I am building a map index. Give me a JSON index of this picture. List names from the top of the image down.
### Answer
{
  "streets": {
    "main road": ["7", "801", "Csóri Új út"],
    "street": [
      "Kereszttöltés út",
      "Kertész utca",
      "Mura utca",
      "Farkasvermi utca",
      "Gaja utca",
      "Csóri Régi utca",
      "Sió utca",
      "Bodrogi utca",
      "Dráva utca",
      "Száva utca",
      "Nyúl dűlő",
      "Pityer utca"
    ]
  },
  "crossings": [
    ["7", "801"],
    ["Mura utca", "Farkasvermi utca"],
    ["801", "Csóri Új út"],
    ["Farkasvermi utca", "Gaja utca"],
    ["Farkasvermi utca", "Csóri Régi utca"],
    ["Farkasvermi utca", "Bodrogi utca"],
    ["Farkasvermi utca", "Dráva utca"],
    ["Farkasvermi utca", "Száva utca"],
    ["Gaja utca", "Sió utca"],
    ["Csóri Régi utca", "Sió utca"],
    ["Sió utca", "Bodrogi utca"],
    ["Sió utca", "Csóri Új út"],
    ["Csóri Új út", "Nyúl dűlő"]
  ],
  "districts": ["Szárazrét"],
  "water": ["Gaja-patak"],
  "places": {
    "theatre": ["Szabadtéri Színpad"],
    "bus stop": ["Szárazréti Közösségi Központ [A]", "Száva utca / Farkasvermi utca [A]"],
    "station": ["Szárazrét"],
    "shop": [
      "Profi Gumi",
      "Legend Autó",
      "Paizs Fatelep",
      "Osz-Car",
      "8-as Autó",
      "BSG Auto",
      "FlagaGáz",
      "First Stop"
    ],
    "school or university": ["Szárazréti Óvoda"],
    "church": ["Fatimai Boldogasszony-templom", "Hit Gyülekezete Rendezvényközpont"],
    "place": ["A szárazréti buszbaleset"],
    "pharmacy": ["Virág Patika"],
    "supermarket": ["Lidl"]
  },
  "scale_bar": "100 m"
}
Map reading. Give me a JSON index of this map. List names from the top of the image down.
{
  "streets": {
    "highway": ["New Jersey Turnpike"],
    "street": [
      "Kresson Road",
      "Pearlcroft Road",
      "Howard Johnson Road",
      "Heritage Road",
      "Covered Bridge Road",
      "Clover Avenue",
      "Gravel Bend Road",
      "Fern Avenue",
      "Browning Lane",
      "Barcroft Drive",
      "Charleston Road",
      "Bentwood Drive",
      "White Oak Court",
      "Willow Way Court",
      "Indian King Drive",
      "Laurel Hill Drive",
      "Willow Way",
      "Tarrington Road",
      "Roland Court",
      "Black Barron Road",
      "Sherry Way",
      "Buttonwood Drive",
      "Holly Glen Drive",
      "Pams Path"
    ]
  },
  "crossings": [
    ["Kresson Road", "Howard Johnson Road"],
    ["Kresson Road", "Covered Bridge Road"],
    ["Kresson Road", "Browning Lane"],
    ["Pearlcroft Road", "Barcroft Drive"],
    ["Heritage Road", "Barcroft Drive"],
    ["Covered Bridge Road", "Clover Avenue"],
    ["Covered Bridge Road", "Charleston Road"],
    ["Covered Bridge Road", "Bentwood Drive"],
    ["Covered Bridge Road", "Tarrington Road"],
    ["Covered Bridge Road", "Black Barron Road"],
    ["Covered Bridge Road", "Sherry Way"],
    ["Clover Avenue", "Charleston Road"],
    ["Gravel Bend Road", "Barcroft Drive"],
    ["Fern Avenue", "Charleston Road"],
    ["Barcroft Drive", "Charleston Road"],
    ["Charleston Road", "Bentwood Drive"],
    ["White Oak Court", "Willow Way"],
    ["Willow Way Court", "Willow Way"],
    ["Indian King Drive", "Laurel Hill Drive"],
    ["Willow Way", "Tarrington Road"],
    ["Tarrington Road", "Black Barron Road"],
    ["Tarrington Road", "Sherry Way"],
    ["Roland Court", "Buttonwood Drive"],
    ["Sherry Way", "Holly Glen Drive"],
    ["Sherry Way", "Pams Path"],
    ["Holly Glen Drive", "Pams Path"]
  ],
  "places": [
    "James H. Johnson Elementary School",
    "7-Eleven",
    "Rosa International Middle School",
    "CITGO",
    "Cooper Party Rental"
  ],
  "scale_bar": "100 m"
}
+--
EXERCISE DIRECTIONS:
Pick out every line of the listing containing the word "Johnson", and show those lines.

PROBLEM SOLUTION:
      "Howard Johnson Road",
    ["Kresson Road", "Howard Johnson Road"],
    "James H. Johnson Elementary School",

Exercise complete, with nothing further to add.